With his prompt attention to the decades-old Middle East conflict, he made clear it would be a top foreign policy priority among the litany of problems he inherited from his Republican predecessor George W. Bush.
Obama -- who had vowed a bolder pursuit of Israeli-Palestinian peace than Bush -- called Israeli and Arab leaders to commit to "active engagement" and to promise his help in consolidating the Gaza ceasefire.
And Obama's immediate focus on Guantanamo, where the harsh treatment of terrorism suspects under the Bush administration damaged America's moral standing in the world, showed his determination to clean up the U.S. image abroad.
"He pledged that the United States would do its part to make these efforts successful, working closely with the international community," White House spokesman Robert Gibbs said of Obama's quick foray into Middle East diplomacy.
Obama's packed agenda signaled the Illinois Democrat was serious about meeting his promise to break sharply with Bush's policies at home and abroad.
He also continued filling out the top spots in his Cabinet. Hillary Clinton won overwhelming U.S. Senate approval as secretary of state, despite renewed Republican concerns about potential conflicts of interest created by overseas fundraising by her husband, former President Bill Clinton.
As part of Wednesday's burst of activity, Obama's aides circulated an unsigned draft executive order that would set a one-year deadline for closing the Guantanamo prison, opened by the Bush administration after the September 11 attacks of 2001.
The camp at Guantanamo Bay in Cuba, which Obama had vowed to shut down, had drawn condemnation from human rights groups for interrogation methods like "waterboarding" -- or simulated drowning -- that they said amounted to torture.
The Obama administration would also start an immediate review on how to deal with the remaining prisoners held there, according to the draft order obtained by Reuters.
MIDEAST ENGAGEMENT
Obama made clear his Middle East strategy would be different from Bush, who was faulted by critics for taking a largely hands-off approach to peacemaking for much of his eight years in office.
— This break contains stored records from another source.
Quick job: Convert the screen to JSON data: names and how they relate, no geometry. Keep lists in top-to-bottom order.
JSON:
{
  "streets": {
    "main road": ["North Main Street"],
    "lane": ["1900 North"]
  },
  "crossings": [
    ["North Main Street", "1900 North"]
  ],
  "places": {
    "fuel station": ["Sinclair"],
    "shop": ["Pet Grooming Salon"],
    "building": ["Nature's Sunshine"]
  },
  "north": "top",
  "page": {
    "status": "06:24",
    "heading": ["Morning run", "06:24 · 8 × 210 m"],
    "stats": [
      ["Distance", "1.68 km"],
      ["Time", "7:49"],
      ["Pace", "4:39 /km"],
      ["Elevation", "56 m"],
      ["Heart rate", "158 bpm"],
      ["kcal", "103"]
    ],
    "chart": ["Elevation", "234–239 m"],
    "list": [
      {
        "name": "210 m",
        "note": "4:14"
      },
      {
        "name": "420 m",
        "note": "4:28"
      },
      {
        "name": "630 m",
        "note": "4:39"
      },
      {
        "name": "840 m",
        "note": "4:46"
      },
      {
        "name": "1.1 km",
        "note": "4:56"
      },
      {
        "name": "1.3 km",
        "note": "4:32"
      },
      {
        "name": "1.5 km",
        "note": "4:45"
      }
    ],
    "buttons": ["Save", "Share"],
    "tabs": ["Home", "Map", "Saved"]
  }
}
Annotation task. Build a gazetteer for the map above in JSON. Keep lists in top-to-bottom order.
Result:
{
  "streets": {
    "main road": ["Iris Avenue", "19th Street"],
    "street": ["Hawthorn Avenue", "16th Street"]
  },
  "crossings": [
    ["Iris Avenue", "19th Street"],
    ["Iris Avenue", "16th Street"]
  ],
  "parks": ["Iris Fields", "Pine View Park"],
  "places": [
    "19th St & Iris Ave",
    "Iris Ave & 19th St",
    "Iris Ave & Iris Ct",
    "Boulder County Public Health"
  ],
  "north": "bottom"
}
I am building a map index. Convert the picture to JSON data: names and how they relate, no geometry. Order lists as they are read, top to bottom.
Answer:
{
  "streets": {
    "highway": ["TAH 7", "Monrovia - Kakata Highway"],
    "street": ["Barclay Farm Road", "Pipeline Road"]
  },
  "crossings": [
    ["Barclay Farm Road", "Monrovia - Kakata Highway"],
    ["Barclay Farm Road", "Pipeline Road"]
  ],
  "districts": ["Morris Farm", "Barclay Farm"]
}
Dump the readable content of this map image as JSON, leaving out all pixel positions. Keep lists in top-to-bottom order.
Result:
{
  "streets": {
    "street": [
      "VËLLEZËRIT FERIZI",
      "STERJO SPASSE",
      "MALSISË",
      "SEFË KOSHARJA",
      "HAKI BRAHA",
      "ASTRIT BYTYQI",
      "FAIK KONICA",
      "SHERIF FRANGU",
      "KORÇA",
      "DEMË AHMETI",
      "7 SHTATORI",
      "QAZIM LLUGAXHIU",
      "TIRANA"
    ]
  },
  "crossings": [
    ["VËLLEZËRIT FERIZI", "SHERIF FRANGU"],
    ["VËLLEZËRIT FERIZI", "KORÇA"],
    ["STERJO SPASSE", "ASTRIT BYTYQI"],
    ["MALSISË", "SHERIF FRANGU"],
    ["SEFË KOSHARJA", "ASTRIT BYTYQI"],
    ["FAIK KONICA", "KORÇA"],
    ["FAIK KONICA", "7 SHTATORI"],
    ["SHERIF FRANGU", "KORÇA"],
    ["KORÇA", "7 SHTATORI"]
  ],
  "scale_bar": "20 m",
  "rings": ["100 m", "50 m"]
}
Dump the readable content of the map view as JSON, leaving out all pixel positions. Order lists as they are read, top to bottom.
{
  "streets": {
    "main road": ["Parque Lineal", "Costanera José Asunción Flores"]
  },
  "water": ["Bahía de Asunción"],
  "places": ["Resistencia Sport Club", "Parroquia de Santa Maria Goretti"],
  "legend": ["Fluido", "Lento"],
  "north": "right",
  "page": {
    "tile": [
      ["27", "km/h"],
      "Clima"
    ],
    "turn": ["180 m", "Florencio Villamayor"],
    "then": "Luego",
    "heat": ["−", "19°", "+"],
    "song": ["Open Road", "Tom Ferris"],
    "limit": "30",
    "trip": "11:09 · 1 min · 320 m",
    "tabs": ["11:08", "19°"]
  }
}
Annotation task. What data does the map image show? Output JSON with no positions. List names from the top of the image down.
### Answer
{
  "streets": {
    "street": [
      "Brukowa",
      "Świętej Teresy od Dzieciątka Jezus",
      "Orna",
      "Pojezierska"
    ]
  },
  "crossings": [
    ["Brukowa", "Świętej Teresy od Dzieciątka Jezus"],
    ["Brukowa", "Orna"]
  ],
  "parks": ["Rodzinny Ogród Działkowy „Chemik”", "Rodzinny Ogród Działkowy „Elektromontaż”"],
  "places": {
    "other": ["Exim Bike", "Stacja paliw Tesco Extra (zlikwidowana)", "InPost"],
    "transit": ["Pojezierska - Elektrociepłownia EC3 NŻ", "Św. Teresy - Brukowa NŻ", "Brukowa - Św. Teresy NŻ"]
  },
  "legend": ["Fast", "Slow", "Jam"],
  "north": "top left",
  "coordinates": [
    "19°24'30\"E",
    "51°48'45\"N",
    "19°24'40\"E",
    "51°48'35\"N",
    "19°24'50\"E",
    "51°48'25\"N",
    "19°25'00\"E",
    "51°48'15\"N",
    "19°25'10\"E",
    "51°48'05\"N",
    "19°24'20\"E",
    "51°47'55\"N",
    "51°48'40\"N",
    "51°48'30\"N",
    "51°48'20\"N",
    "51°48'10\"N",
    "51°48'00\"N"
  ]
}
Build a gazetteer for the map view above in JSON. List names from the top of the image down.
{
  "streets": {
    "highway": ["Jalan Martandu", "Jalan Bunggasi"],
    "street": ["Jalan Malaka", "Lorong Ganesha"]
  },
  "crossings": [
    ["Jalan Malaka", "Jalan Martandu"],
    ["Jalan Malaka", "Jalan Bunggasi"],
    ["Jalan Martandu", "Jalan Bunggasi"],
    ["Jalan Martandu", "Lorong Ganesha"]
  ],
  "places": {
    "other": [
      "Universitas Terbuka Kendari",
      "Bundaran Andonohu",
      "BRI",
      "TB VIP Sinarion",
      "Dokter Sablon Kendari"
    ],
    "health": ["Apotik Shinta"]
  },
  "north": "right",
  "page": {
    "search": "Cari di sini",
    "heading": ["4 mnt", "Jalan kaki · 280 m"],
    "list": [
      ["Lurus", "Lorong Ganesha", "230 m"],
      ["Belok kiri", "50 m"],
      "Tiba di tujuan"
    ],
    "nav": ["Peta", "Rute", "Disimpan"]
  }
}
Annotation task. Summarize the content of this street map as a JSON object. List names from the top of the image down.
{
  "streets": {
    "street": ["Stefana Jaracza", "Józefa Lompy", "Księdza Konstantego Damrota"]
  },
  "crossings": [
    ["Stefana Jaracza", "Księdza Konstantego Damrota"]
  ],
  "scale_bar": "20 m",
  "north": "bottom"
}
A final failed push for a peace deal was widely seen as too little, too late.
Obama spoke to Israeli Prime Minister Ehud Olmert, Palestinian President Mahmoud Abbas, Egyptian President Hosni Mubarak and Jordan's King Abdullah not long after he stepped into the Oval Office for the first time since his historic inauguration as the first black U.S. president.
He is expected to name a Middle East envoy soon, with former U.S. Sen. George Mitchell widely considered his choice for the job.
On the domestic front, with markets volatile and job losses mounting, Obama held a late afternoon meeting with top economic advisers to try to chart a course out of the worst economic crisis in decades.
Treasury Secretary-nominee Timothy Geithner, appearing before a Senate panel for a confirmation hearing, said the government's response would be made in coming weeks. Obama's advisers have been working with the Democratic-led Congress on an $825 billion fiscal stimulus package.
Geithner, president of the New York Federal Reserve Bank, also apologized for "careless mistakes" in underpaying taxes, which has cast a cloud over his nomination. But senators said they saw no reason he would not be confirmed later this week.
With Iraq also high on the agenda, Obama planned to discuss withdrawal strategies with Defense Secretary Robert Gates and top commanders on Wednesday.
Obama has said he favors a 16-month timetable for the withdrawal of U.S. combat troops from Iraq, and U.S. officials said that in his meeting with military leaders he would discuss the possibility of accelerating that departure.
Obama also will discuss plans to bolster troops in Afghanistan, where the Taliban is resurgent and which critics said Bush neglected because he was distracted by Iraq.
When Obama entered the Oval Office on Wednesday, he found a note left for him by Bush that was in an envelope marked "To: #44, From: #43."
Before plunging into his White House duties in earnest, Obama attended a prayer service at Washington's National Cathedral, a traditional morning-after-inauguration event.
Later, at a televised event to welcome new White House officials, Obama announced he was freezing the pay for senior White House staff and tightening up rules for former lobbyists who work in government -- an effort to make good on campaign promises for ethics reform.